Aug 8, 2017
Dr. Peter Leary is a specialist in pulmonary and critical care medicine who cares for patients with pulmonary hypertension. Dr. Leary is focused on clinical care and research for patients with pulmonary vascular disease. In Part 2 of his 3 Episode series on Clinical Trials, Dr. Leary discusses the role of placebos and built in patient safety checks in clinical research studies in the fight against rare disease.
I'm Peter Leary. I'm a pulmonary hypertension physician in Seattle, Washington. I work for the University of Washington as part of the University of Washington Pulmonary Vascular Disease Program, and have been there since about 2009.
So today I'm going to go a little bit deeper into talking about clinical trials and some of the nuances of that conversation.
If you were in a trial, you were getting placebo, or you were getting active drug, you don't know what you're getting during the study. At the end of that initial phase of the study, if it looks like there was a benefit to it, then you have the opportunity to kind of go into this open label extension, which means you're going to know what you're getting. You know that you're getting drug at that point. You still may not know whether you were getting drug or placebo during the original trial, but you will know that you're getting drug in the follow up trial.
Essentially, this is a way, as you're trying to understand more about a drug, to take it to a bigger group of people, follow them over time, and one, continue to make sure that it's safe, there's not a safety concern that we've missed, and also to make sure that it's effective in a larger group of people. There isn't always an open label extension. Sometimes a trial will end. But the majority of the time, there an open label extension. If and when they do end, it typically means that they think that it's going to be commercially available in very little time, and people can be prescribed it in the normal course of clinical care.
I'm sure everyone has had the experience of opening up a new pill and reading the package insert that has the list of every side effect known to mankind. And the reason that happens is when you're doing a trial, anything that happens to you while you're on that drug is collected. You get in a car accident, you get a runny nose, you get hit in the face with a baseball. If you mention it to your study team, that is something that is collected as an adverse event. As you're going through and doing these intermediate checks, one of those intermediate checks is to say, "Okay, for all of these more common adverse events, sinus infections, colds, bruising, things like that. Is this happening more often in the group that got the drug than the group that got placebo?"
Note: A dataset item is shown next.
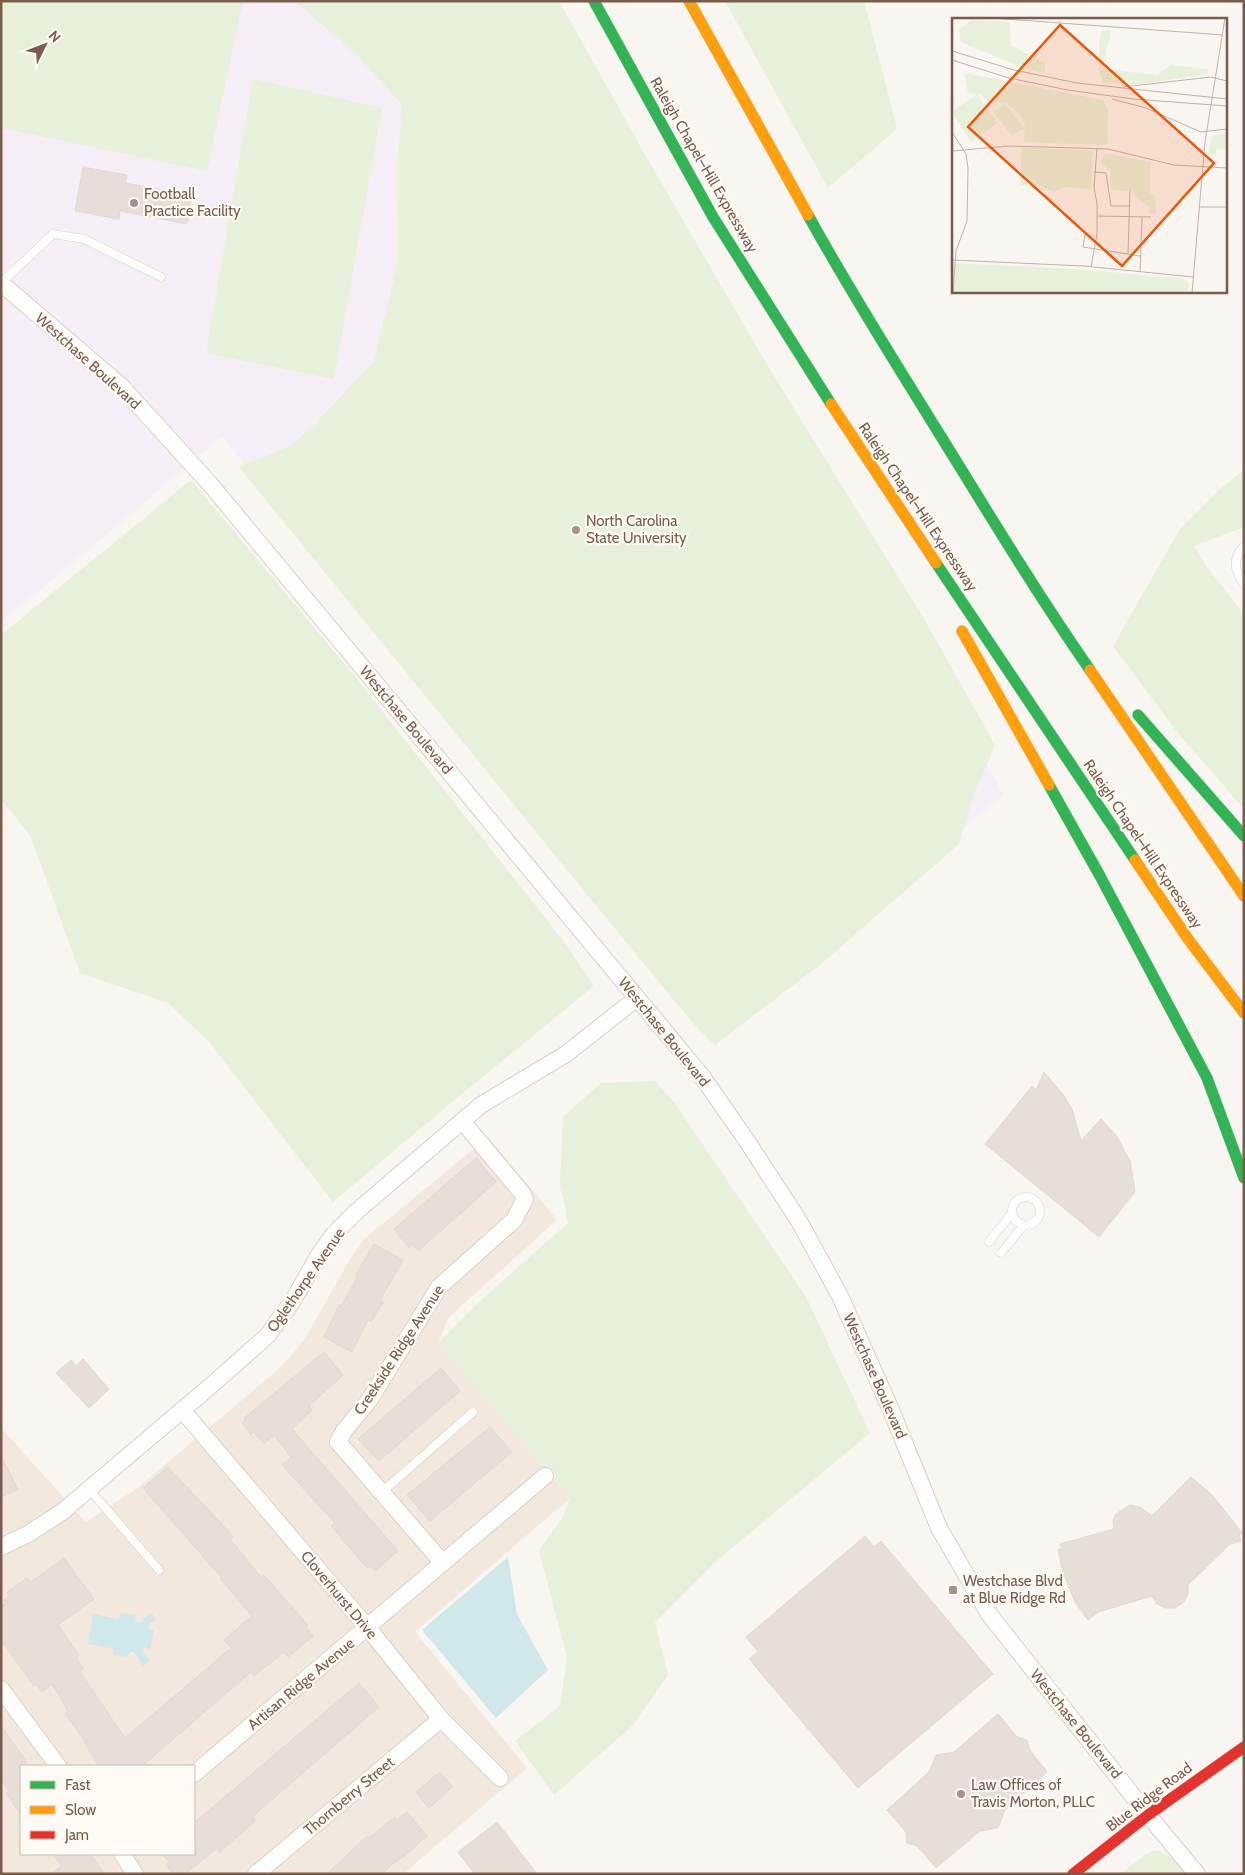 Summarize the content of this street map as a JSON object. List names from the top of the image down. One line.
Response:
{"streets":{"main road":["Raleigh Chapel–Hill Expressway","Blue Ridge Road"],"street":["Westchase Boulevard","Oglethorpe Avenue","Creekside Ridge Avenue","Cloverhurst Drive","Artisan Ridge Avenue","Thornberry Street"]},"crossings":[["Westchase Boulevard","Oglethorpe Avenue"],["Westchase Boulevard","Blue Ridge Road"],["Oglethorpe Avenue","Creekside Ridge Avenue"],["Oglethorpe Avenue","Cloverhurst Drive"],["Creekside Ridge Avenue","Artisan Ridge Avenue"],["Cloverhurst Drive","Artisan Ridge Avenue"],["Cloverhurst Drive","Thornberry Street"]],"places":{"other":["Football Practice Facility","North Carolina State University","Law Offices of Travis Morton, PLLC"],"transit":["Westchase Blvd at Blue Ridge Rd"]},"legend":["Fast","Slow","Jam"],"north":"top right"} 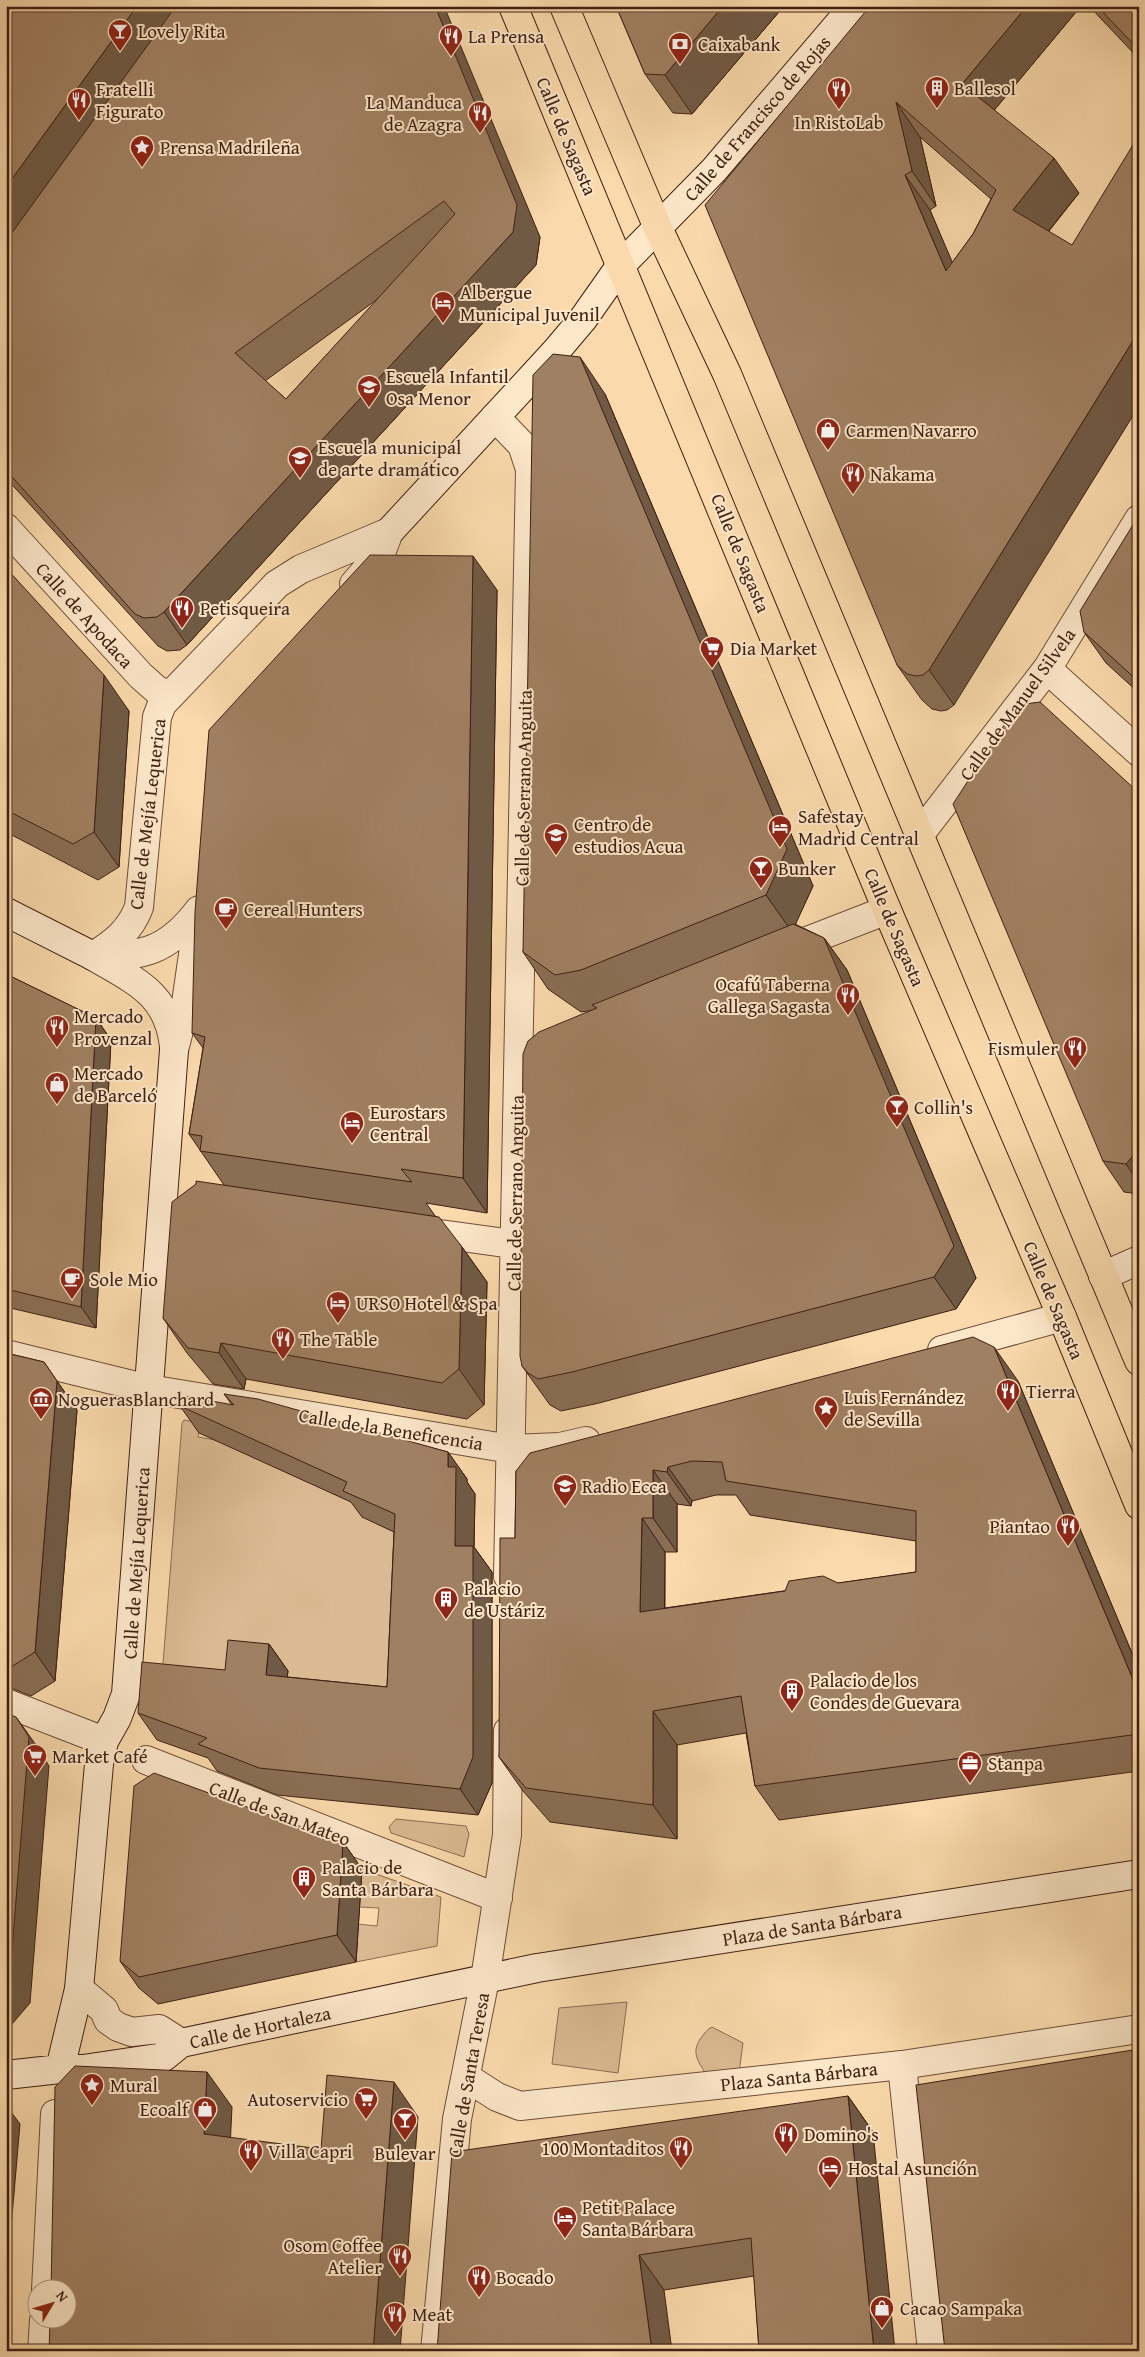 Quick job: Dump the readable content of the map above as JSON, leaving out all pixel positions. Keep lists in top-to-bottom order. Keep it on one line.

If it is, then you say, "Well, there might be a chance that the drug is causing this problem." And so that's one wing of it. The second wing of it is that there are what are called, "Serious adverse events." So, if you get into the hospital, or you have something that is fairly major, beyond the kind of hum drum outpatient world, call your doctor, check in on it, those are reported back to the FDA within a very short time window so that we can pick up on a signal for these serious events much earlier in a trial and stop a trial. Often times, a trial will get stopped and then re-started. There will be some investigation, people will look into these serious adverse events, and at the end of the day, they'll say, "You know what? We really don't think this was related to the drug. We can keep going with the trial."
These safety checks are built strongly into any trial because the last thing anyone wants to do is hurt somebody in the process of trying to help them. It's real life, and so there's a little bit of uncertainty, but there are layers and layers of back up and protocol with the intent of trying to makes sure, to the best extent possible, that we're not doing that and not hurting patients with our drugs. When you look at a trial, and this is one of the critiques that people have of clinical trials, is they are extremely stringent about inclusion and exclusion criteria. If I'm in clinical practice, and I want to give somebody a drug, I often times will say, "Okay, I have a panel of drugs that I think might help you. I'm going to try one and see how it works."
In a clinical trial, the idea is that you want to make the group of patients you're studying look nearly identical to each other. We do this through a series of inclusion and exclusion criteria. So for a drug of a trial of pulmonary arterial hypertension, you would say, "Okay, everyone to be included in the trial must have pulmonary arterial hypertension. But they can't also have problems with heart valves. They can't also have problems with scarring in their lungs. They can't also have X, Y, or Z." And the reason why is that when you get done with that trial, it's either going to show that there was benefit to the drug or there was no benefit to the drug.
And if at the end of the day, you're not sure if the group of patients were exactly the patients that you thought were going to benefit from the drug, and it shows no benefit, you may be abandoning a good drug when in fact it still works. So trials tend to be very, very strict, because they don't want to get to the end of the trial, not have shown a benefit, and say, "Well, you know what? It's because this drug probably doesn't work when people have scar in their lungs. And unfortunately, we got half of our group had scar in their lungs."
And so inclusion exclusion criteria are trying to create that environment where you know exactly what group of people you're studying it in. The challenge for clinicians on the other side is to then say, "A lot of patients don't fit the criteria that were used in the trial. Is it still worth trying this drug for those patients?" That is a very individualized kind of personal clinical treatment decision, and get some of the uncertainty that having these very specific trials generate.
My name is Peter Leary, and I'm aware that I'm rare.